Digo ia porque agora vale o título da coluna: não passa mais ali. No início da década de 1970, foi construído um prédio na Avenida República Argentina com parte das estacas fincadas dentro do próprio rio, graças a um jeitinho especial com a prefeitura. Não bastasse o jeitinho, arrumaram um jeitão cinquenta metros abaixo. Agora era para favorecer a construção de duas torres, obra da famosa Encol, com frente para a Avenida Iguaçu. O leitor acredite, tem certas pessoas que conseguem fazer o impossível.
O Rio Água Verde foi desviado do seu leito natural logo ao passar pelos fundos da Sociedade Internacional, fazendo um cotovelo de quarenta e cinco graus subindo junto ao muro da sociedade, atravessando a Avenida Iguaçu e dobrando outra vez em cotovelo para descer por baixo da caçada oposta, por mais de trezentos metros, para então cair outra vez em seu leito. E foi assim, um prédio dentro do rio, outro dentro por onde passava o rio. Ainda tem gente que acredita no respeito aos fundos de vales.
Como digo, no meu tempo de piá, o regato cristalino estava cheio de vida. Minúsculos barrigudinhos circulavam pelas águas; girinos de rãs e sapos se amontoavam sobre as algas; na sua várzea, pererecas e outros batráquios se escondiam. Antes dos anos sessenta já não havia mais nada, o rio estava poluído e morto. A última vez que aconteceu de aparecerem seres com vida naquelas águas foi um deus nos acuda.
Lá por 1965, um pescador do litoral houve por bem achar em vender caranguejos em frente da Sociedade Internacional da Água Verde. O caiçara exagerou, veio com uns vinte sacos cheios daqueles crustáceos. Vendeu até o fim do dia perto de cinco sacos. O restante pediu para guardar para dentro do muro da sociedade para, no dia seguinte, continuar a venda.
Dois amigos meus, fotógrafos, estavam jogando truco no interior do clube e, lá pela madruga, já com os dentes dos sizos boiando, se retiraram. Ao passarem pelos sacos, o movimento dos bichos chamou a atenção dos dois pudins, que, incontinenti, resolveram ver o que era. "Coitadinhos, estão vivos... que malvadeza, vamos soltar os bichinhos". Não deu outra, a caranguejada solta levou o resto da madrugada se espalhando.
Ao raiar do dia, tinha caranguejo por tudo quanto é canto.
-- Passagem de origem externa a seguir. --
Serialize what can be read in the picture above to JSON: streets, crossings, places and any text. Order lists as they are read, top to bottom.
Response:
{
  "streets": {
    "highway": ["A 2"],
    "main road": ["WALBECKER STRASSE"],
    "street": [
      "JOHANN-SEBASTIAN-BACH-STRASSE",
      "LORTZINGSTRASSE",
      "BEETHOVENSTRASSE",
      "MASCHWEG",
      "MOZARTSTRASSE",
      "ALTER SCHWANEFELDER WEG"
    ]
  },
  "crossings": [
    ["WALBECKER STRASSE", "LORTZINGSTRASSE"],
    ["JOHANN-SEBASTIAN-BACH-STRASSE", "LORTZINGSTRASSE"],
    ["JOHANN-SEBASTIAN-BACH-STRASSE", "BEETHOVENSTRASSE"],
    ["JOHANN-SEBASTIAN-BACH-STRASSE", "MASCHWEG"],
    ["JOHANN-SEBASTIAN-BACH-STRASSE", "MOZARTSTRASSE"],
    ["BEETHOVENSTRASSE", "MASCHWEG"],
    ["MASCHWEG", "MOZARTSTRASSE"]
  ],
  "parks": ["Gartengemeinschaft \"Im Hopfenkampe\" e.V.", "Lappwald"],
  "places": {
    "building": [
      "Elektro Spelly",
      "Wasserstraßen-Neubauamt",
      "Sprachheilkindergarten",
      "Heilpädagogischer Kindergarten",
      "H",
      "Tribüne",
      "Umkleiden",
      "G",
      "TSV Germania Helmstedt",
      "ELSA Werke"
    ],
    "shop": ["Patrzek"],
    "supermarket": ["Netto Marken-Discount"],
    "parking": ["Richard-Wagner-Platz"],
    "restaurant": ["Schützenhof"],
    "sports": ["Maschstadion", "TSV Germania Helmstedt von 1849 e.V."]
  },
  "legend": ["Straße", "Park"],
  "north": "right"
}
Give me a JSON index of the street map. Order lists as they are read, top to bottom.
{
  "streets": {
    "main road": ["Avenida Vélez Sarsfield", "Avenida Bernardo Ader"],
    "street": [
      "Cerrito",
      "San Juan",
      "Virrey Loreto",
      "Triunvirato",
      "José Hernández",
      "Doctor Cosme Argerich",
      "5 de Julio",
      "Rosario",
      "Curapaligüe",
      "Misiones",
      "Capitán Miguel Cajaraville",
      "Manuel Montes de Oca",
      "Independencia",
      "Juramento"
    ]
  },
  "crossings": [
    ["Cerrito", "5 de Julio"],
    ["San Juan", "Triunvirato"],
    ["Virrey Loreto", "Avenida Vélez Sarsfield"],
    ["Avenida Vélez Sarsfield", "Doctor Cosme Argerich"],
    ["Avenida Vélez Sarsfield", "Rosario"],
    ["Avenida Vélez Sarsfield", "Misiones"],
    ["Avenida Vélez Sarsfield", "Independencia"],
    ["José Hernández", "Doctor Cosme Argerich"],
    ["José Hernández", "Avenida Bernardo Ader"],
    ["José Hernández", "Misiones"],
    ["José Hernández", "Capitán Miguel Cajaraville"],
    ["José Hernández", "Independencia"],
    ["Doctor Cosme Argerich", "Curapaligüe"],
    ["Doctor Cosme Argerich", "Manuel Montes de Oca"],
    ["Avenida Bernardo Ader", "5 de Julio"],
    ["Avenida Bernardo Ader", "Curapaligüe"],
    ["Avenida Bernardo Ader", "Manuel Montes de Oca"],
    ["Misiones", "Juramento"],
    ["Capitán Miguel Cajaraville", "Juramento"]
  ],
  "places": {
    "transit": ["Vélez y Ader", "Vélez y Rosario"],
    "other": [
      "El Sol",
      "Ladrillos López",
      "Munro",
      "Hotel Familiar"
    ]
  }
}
Na Avenida Iguaçu, uma porção foi esmagada pelos carros. Uma mulher distraída no ponto do ônibus sentiu alguma coisa tocar em seu pé, baixou os olhos e... Pimba! Desmaiou. Uma grande quantidade da bicharada se enfiou no rio. O pescador, quando chegou, teve um ataque de desespero. Por volta do meio-dia a piazada da região estava assanhada, o Rio Água Verde estava cheio de caranguejos. Tinha guri caçando caranguejo até nos fundos do estádio do Atlético. Foi a última vez que aquelas águas portaram alguma vida.